Khan knows that Smith cannot win yet, so why has he publicly backed him? Let me rehearse some of the possible reasons:
The first reason is very simple. It simply wasn't feasible for the Mayor of London to stand on the side-lines and have no opinion on who should be Labour Leader as his very uncomfortable Today Programme interview showed. On this basis backing Smith was the least bad option.
The second reason looks ahead to what is likely to happen post a second Corbyn victory. There will be a schism between the Labour Leadership and his devoted followers and the Parliamentary Labour Party. Rather like the civil war between White Russians and the Bolsheviks this isn't going to be very nice! It will be bloody and vicious. Khan again cannot stand on the side-lines and do nothing.
The third reason looks slightly further ahead. On the basis that the Labour Party implodes the London council elections in May 2018 are going to be a bloodbath. The resurgent Tories are well placed to win back a raft of marginal and not so marginal Labour held London councils. If that happens, Khan's political base will be severely undermined. He can't allow himself to become a political prisoner in City Hall, a Labour Mayor without an effective political party and totally dependent on the support of his political opponents.
The fourth reason is perhaps the most likely. In the chaos and gloom that has now descended on the Labour Party there is a need for a saviour, a politician who is untainted by the mess and who can come forward and selflessly save his party and take it forward to electoral nirvana. Khan cannot be tainted by the Blairite slur. He was after all campaign manager for the hapless Ed Miliband. Khan also played no part in the well-organised and perfectly timed coup. By then he was already ensconced in the relative safety of City Hall. Is he that saviour?
If I am right Khan's decision to come out and publicly back a political loser can be explained very simply by his ambition and self-belief that he is the man who destiny has determined can save his party…

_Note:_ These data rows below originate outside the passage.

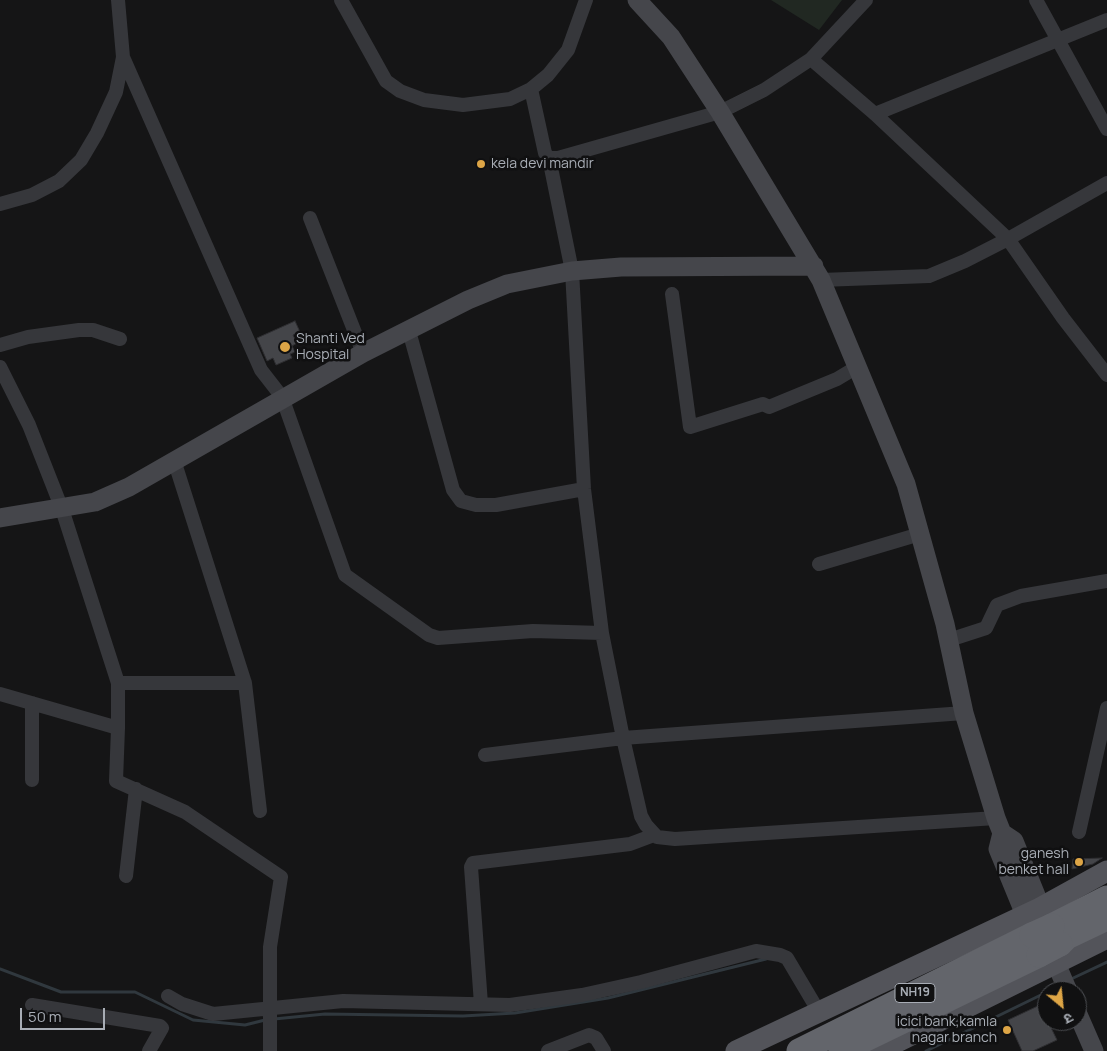 <!DOCTYPE html>
<meta charset="utf-8">
<style>
body{margin:0}
#map{position:relative;width:1107px;height:1051px;overflow:hidden;background:#151516;font-family:Manrope,"Noto Sans Devanagari",sans-serif}
canvas{display:block}
.north{position:absolute;left:1037px;top:981px;width:50px;height:50px;box-sizing:border-box;background:#101011;border:1px solid #4d4f53;border-radius:50%;rotate:152deg;font-size:14px;font-weight:700;line-height:20px;text-align:center;color:#a8adb5}
.north::after{content:'';display:block;margin:auto;width:18px;height:22px;background:#dda546;clip-path:polygon(50% 0,100% 100%,50% 72%,0 100%)}
.scale{position:absolute;left:20px;top:1008px;width:85px;height:22px;box-sizing:border-box;border:2px solid #a8adb5;border-top:0;padding-left:6px;font-size:15px;line-height:18px;white-space:nowrap;color:#a8adb5;-webkit-text-stroke:4px #101011;paint-order:stroke}
</style>
<div id="map">
<canvas width="1107" height="1051"></canvas>
<div class="north">उ</div>
<div class="scale">50 m</div>
</div>
<script>
const ctx = document.querySelector('canvas').getContext('2d');
ctx.lineJoin = 'round';
function fill(path, color) { ctx.fillStyle = color; ctx.fill(path, 'evenodd'); }
const shape = rows => new Path2D(rows.map(r => 'M' + r).join(''));
function strokePath(path, color, width, dash) { ctx.strokeStyle = color; ctx.lineWidth = width; ctx.lineCap = dash ? 'butt' : 'round'; ctx.setLineDash(dash || []); ctx.stroke(path); }
function label(font, color, halo, rows, align = 'center') {
  ctx.font = font + ' Manrope,sans-serif'; ctx.lineWidth = 5; ctx.setLineDash([]); ctx.textBaseline = 'middle'; ctx.strokeStyle = halo; ctx.fillStyle = color; for (const [text, x, y, turn = 0] of rows) {
    ctx.save(); ctx.translate(x, y); ctx.rotate((+turn || 0) * Math.PI / 180); ctx.textAlign = isNaN(turn) ? turn : align; if (halo) ctx.strokeText(text, 0, 0); ctx.fillText(text, 0, 0); ctx.restore();
  }
}
const green = shape([
 [771,0,842,0,819,30]
]);
const stream = shape([
 [0,969,61,992,135,992,193,1020,245,1025,265,1020],
 [1069,980,1107,962],
 [1048,991,1059,985],
 [274,1019,325,1014,463,1016,515,1013,608,998,766,959],
 [926,1051,1047,992]
]);
const building = shape([
 [295,321,300,332,293,335,297,343,292,346,295,352,290,354,292,358,276,365,273,358,267,361,257,338,295,321],
 [1102,858,1093,864,1072,869,1073,859,1102,858],
 [1040,1005,1057,1040,1033,1051,1022,1051,1008,1020,1040,1005]
]);
const street = shape([
 [341,0,386,81,400,91,424,100,463,105,510,99,531,89,548,75,568,50,586,0],
 [1036,0,1107,129],
 [123,57,261,370,282,397,345,575,429,635,438,638,533,631,602,633],
 [811,59,875,114,1008,239,1107,183],
 [531,89,545,153,549,158,558,158,720,112,764,90,811,59,866,0],
 [875,114,1107,20],
 [549,158,572,271,584,489,602,633,623,738,641,816,646,825,657,837,675,839,996,818],
 [0,204,32,195,59,181,81,160,97,133,116,92,123,57,118,0],
 [310,218,363,353],
 [821,280,929,276,965,261,1008,239,1063,318,1107,375],
 [672,294,690,427,763,404,769,407,837,379,857,367],
 [409,331,453,490,461,501,476,505,496,505,584,489],
 [0,345,28,337,79,330,93,330,120,339],
 [0,367,29,425,62,509,118,683,245,683,174,460],
 [819,564,920,534],
 [949,640,986,628,997,605,1021,596,1107,581],
 [245,683,260,811],
 [0,694,118,728,118,683],
 [32,703,32,780],
 [118,728,116,781,185,812,281,877,270,947,270,1051],
 [485,755,623,738,964,713],
 [1079,832,1107,708],
 [126,876,136,789],
 [168,996,182,1004,213,1014,343,1001,510,1005,582,995,641,982,756,951,780,955,787,958,819,1012],
 [481,1004,471,867,473,863,630,844,654,835],
 [32,1005,160,1026,162,1028,149,1051],
 [548,1051,589,1035,596,1038,604,1051]
]);
const secondary = shape([
 [637,0,671,37,720,112,821,280,906,484,945,624,964,713,996,818,1002,833,1014,841,1046,920],
 [0,518,95,502,129,487,363,353,468,300,507,284,572,271,621,267,814,266],
 [1002,833,998,849,1030,927],
 [1055,961,1068,991],
 [1077,1012,1094,1051]
]);
const primary = shape([
 [736,1051,1040,908,1107,871],
 [879,1051,1107,938]
]);
const highway = shape([
 [1052,926,1107,898],
 [1060,944,1067,937,1107,918],
 [799,1051,1032,935],
 [841,1051,1039,955]
]);
const highwayBridge = shape([
 [1032,935,1052,926],
 [1039,955,1060,944]
]);
const markers = [
 [481,164,5,"#dda546"],
 [285,347,6,"#dda546"],
 [1079,862,5,"#dda546"],
 [1007,1030,5,"#dda546"]
];
const shields = [
 [915,993,40]
];
const shieldNames = [
 ["NH19",915,993]
];
const poiNames = [
 ["kela devi mandir",491,164],
 ["Shanti Ved",296,339],
 ["Hospital",296,355],
 ["ganesh",1069,854,"right"],
 ["benket hall",1069,870,"right"],
 ["icici bank,kamla",997,1022,"right"],
 ["nagar branch",997,1038,"right"]
];
fill(green, '#212822');
strokePath(stream, '#30383e', 3);
fill(building, '#444549');
strokePath(building, '#2f2f32', 1);
strokePath(street, '#36373b', 14);
strokePath(secondary, '#45464b', 19);
strokePath(primary, '#53545a', 21);
strokePath(highway, '#63656b', 25);
strokePath(highwayBridge, '#63656b', 25);
for (const [x, y, r, color] of markers) { const dot = new Path2D(); dot.arc(x, y, r, 0, 2 * Math.PI); ctx.fillStyle = color; ctx.fill(dot); strokePath(dot, '#101011', 2); }
for (const [x, y, w] of shields) { const box = new Path2D(); box.roundRect(x - w / 2, y - 9.5, w, 19, 4); ctx.fillStyle = '#101011'; ctx.fill(box); strokePath(box, '#a8adb5', 1); }
label('bold 12px', '#a8adb5', null, shieldNames);
label('14px', '#a8adb5', '#101011', poiNames, 'left');
</script>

What is fascinating is that for the first time Khan is now going to be a divisive figure rather than a much lauded London Mayor who poses for selfies wherever his goes. It also puts at risk his public persona as a Mayor who puts his love of Londoners and the business community above the interests of his own party. Make no mistake. There are now a very large number of Labour Party members (many of them in London) who regard Khan as a traitor, a man who used Corbyn's power base to win a famous victory and who then cruelly turned on the Labour Leader. Et tu Sadiq?
Khan is a skilled politician and will have factored all of this into his calculations. The problem he faces, however, is that his future plans rely on Labour MPs and Corbyn opponents developing testicles and a backbone, two body parts which have thus far been visibly lacking. Without this support, Khan is going to become a very lonely and very vulnerable political figure and a one-term Mayor. If he pulls it off Sadiq Khan will be Leader of the post Jeremy Corbyn Labour Party. How will the dice roll?